Debate over participation in the call and the ownership of the call data and metadata may now involve four parties: the human user initiating the request, Google placing the call, the business receiving the call, and the human answering the call. That call data is currently subject to Google’s existing data retention and privacy policies for its users as well as state and federal call recording laws. However, there is an interesting question as to whether an employee should be subject to those user policies and whether they can or should be able to consent to having their voice recorded, saved, and analyzed by Google as a condition of performing their job duties. Duplex can be a tremendous enabling technology for people with disabilities or any person facing a physical or language barrier that makes talking on the phone a challenge. Would an employee or business declining to participate in a Duplex call alienate those users or perhaps even run afoul of protections offered by Title III of the Americans with Disabilities Actk?

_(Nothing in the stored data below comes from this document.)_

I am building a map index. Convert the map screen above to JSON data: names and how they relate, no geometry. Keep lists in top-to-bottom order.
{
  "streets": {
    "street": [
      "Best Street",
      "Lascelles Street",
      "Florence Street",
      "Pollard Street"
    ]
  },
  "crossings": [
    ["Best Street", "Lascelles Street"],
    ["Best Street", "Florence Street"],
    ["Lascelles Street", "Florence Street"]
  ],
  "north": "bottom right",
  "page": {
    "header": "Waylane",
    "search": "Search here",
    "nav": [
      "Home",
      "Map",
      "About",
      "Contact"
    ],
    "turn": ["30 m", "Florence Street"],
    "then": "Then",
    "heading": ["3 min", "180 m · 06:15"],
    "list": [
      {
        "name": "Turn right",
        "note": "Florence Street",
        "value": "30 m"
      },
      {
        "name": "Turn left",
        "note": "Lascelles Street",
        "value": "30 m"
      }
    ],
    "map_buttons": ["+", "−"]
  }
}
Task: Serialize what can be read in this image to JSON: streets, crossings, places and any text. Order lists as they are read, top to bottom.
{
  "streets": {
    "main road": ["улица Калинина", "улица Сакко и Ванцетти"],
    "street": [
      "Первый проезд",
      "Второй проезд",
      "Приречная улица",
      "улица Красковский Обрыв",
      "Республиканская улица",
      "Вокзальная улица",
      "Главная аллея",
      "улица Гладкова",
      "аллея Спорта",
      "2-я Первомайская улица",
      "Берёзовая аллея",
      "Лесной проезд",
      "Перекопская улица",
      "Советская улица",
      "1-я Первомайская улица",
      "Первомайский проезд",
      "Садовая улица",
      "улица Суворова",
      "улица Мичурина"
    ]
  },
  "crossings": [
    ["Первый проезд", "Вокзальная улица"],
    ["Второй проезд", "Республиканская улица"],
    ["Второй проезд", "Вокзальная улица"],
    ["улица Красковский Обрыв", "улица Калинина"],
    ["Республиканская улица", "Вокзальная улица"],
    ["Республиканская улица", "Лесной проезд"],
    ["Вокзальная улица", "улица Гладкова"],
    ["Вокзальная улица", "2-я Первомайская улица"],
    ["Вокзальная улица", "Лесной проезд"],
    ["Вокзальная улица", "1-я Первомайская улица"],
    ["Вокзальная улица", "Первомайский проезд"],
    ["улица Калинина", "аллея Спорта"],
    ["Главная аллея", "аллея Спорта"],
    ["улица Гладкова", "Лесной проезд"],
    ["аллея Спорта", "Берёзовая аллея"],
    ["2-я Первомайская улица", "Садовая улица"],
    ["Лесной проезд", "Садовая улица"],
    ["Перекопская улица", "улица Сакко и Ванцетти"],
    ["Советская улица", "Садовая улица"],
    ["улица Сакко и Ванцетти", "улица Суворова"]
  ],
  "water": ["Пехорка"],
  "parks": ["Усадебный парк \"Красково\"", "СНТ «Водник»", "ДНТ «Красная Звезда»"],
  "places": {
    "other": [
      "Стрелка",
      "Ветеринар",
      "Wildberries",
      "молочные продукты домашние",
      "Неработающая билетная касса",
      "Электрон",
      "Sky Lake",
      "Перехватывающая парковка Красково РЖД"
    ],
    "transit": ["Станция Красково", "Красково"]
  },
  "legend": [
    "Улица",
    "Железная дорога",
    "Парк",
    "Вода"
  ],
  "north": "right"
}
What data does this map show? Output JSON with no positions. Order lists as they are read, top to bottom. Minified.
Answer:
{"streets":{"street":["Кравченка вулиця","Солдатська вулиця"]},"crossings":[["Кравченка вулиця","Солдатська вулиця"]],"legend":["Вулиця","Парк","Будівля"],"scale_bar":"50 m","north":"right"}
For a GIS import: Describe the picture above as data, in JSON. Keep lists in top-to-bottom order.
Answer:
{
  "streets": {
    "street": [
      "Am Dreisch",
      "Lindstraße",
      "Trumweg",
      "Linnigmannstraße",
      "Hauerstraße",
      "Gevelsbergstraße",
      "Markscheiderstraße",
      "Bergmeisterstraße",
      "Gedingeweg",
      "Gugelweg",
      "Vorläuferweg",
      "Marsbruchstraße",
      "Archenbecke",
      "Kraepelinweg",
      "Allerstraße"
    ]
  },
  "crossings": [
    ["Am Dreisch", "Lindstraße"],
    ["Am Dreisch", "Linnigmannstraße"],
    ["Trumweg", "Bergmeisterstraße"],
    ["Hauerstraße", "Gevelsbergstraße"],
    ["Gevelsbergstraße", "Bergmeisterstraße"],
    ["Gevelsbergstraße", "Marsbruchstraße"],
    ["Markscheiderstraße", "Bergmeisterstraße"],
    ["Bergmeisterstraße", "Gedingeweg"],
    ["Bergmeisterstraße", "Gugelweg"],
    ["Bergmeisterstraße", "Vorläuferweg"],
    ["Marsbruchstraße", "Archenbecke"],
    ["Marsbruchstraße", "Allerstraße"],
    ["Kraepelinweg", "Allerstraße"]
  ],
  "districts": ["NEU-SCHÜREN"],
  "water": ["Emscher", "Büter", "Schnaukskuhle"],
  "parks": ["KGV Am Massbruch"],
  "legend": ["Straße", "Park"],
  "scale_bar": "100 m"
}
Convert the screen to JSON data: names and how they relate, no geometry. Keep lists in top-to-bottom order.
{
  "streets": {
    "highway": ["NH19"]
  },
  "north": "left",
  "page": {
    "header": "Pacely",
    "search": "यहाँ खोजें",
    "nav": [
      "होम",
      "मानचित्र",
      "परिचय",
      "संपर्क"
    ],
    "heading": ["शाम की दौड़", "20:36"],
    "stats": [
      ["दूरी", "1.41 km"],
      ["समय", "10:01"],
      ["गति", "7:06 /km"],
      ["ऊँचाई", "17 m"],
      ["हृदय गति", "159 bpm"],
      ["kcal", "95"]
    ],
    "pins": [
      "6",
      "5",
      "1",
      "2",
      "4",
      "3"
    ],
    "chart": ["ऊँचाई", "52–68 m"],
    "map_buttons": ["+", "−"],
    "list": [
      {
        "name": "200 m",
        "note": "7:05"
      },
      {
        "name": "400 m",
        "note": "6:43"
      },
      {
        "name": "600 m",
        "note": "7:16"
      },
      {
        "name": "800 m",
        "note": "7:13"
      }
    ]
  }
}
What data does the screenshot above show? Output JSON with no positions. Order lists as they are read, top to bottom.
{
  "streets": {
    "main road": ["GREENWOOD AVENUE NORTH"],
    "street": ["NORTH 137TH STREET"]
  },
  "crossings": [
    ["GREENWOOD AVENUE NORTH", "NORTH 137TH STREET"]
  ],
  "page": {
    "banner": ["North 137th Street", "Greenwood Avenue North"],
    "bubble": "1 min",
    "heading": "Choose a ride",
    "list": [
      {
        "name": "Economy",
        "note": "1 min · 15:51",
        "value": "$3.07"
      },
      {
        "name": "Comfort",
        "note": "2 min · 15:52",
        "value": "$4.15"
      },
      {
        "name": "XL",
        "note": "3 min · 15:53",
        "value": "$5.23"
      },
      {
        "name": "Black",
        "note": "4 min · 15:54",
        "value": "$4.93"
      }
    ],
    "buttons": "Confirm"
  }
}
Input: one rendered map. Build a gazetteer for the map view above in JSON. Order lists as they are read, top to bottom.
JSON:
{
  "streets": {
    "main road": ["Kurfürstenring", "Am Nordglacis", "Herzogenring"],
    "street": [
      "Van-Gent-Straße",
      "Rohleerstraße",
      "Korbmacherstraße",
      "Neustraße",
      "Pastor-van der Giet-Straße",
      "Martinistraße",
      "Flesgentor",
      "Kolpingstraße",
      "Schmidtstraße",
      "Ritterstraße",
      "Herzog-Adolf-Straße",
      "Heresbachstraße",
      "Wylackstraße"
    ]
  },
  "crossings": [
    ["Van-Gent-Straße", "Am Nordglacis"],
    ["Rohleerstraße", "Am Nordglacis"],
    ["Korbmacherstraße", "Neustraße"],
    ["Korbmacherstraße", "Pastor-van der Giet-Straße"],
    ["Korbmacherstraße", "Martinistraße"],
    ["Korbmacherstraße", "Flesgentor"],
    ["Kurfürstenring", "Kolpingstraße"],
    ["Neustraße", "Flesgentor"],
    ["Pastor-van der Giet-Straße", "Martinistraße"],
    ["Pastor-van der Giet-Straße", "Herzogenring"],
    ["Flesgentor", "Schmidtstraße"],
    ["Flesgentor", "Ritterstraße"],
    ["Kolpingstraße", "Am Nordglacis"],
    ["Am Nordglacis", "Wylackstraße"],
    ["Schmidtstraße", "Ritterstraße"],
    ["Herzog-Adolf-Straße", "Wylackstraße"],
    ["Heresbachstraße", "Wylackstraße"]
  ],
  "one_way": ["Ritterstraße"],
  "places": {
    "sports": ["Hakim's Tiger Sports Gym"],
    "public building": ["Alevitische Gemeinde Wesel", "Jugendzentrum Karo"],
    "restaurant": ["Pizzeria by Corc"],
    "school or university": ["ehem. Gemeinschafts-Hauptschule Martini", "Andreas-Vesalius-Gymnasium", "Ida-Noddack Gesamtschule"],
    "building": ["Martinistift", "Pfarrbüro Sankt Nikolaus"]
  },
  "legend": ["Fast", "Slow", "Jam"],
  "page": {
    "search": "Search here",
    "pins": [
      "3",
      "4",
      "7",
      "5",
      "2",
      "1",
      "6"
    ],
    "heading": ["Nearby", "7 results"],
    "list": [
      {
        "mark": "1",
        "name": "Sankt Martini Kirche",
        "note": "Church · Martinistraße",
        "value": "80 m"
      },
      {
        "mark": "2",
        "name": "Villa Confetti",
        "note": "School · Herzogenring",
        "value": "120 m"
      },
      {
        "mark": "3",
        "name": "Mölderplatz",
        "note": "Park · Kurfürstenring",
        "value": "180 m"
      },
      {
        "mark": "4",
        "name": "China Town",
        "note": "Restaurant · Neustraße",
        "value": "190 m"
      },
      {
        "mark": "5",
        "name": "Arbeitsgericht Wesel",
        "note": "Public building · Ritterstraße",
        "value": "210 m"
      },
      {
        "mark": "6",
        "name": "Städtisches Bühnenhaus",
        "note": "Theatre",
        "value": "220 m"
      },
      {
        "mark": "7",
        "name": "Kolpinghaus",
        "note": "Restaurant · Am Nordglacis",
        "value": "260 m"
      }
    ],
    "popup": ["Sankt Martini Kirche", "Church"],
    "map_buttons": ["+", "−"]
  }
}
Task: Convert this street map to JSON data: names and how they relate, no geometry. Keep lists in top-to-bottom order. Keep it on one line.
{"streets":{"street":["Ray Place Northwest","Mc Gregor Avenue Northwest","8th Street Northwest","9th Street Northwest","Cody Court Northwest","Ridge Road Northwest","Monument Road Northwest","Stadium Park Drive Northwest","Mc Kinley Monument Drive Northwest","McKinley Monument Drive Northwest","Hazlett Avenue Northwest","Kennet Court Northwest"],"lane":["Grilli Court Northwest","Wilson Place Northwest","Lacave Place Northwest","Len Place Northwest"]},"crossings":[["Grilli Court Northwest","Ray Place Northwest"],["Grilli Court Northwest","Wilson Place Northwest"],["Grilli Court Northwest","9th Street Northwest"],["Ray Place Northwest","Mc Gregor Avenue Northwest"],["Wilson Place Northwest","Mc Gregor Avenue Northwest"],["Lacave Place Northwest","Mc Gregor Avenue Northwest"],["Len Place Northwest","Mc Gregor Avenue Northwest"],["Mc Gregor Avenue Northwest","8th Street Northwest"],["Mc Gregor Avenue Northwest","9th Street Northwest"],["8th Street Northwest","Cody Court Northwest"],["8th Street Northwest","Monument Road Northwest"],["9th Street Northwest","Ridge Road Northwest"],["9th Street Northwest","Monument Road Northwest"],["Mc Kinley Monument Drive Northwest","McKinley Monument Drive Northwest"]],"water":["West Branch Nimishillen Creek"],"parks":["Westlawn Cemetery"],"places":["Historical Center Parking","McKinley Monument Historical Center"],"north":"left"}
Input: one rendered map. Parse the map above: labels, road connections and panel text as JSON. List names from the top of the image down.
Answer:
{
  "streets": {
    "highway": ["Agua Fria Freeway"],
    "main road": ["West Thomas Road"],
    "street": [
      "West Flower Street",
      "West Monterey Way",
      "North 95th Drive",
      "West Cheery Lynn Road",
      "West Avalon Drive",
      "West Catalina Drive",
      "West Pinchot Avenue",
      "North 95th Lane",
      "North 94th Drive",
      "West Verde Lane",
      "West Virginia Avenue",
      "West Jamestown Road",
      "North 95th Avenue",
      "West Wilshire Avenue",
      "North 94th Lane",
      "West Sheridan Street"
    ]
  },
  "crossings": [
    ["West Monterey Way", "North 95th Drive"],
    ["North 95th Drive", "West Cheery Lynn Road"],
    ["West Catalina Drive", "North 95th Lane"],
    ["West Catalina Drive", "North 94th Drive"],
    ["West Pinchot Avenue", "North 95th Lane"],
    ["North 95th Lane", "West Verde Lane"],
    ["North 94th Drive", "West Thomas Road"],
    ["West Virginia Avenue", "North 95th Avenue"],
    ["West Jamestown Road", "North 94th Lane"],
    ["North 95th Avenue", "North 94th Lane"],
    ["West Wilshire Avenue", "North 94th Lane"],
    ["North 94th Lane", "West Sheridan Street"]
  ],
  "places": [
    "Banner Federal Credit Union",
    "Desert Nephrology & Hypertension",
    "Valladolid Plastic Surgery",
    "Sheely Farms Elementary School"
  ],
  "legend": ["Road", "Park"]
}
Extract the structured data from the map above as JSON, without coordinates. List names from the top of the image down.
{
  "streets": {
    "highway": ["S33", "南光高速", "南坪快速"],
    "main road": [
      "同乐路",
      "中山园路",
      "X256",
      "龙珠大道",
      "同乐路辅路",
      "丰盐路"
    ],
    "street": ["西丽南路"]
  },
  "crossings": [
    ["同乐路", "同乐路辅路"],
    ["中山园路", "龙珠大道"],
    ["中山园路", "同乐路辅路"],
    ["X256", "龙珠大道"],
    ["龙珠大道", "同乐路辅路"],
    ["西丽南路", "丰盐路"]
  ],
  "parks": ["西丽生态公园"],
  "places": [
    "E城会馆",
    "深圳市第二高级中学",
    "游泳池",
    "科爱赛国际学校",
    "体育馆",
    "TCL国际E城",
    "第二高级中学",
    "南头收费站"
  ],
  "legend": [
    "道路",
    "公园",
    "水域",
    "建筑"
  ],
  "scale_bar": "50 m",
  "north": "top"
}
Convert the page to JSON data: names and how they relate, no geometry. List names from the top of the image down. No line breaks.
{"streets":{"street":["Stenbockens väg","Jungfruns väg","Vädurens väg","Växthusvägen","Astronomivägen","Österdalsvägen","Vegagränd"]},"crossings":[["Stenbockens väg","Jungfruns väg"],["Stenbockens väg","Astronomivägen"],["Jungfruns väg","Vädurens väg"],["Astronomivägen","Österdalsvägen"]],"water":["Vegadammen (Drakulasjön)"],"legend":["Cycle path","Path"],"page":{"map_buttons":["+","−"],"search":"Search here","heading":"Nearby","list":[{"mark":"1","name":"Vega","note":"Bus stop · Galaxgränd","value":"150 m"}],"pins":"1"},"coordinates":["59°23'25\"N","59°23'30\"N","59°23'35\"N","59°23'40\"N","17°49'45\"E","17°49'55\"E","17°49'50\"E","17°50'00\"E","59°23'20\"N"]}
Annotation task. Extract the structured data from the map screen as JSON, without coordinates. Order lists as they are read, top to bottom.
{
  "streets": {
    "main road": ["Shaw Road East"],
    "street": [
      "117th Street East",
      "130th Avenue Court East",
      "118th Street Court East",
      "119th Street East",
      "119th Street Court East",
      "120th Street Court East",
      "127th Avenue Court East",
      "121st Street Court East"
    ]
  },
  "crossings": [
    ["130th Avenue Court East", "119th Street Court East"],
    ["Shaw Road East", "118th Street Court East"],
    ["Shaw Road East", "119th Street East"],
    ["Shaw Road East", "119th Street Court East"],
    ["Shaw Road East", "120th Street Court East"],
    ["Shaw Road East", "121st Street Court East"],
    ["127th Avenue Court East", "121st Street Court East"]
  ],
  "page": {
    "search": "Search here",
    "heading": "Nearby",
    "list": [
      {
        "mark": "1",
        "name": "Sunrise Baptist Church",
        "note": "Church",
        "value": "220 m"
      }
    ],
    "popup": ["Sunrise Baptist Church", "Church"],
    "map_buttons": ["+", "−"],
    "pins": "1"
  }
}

We recently attended Google’s reintroduction of Duplex that included an ambitious live demo at an actual restaurant with unscripted participants. Duplex was capable of conversing with trained restaurant staff and other untrained call takers (I was certainly in the untrained group) in a natural and effective manner. Duplex even handled my unusual statement of “I’m not sure that I’m allowed to be on a recorded call” by transferring me to a human Google Assistant on an unrecorded line. This was quite a difference compared to the pre-recorded calls presented at the developers conference. It was a strong counter to the speculation about the authenticity of the original demo, the disclosures Duplex makes to call recipients, and the conversational capabilities of Duplex. Google should continue to be just as ambitious in demonstrating its commitment to offering users and third-parties transparency and control over their interactions with Google technologies like Duplex.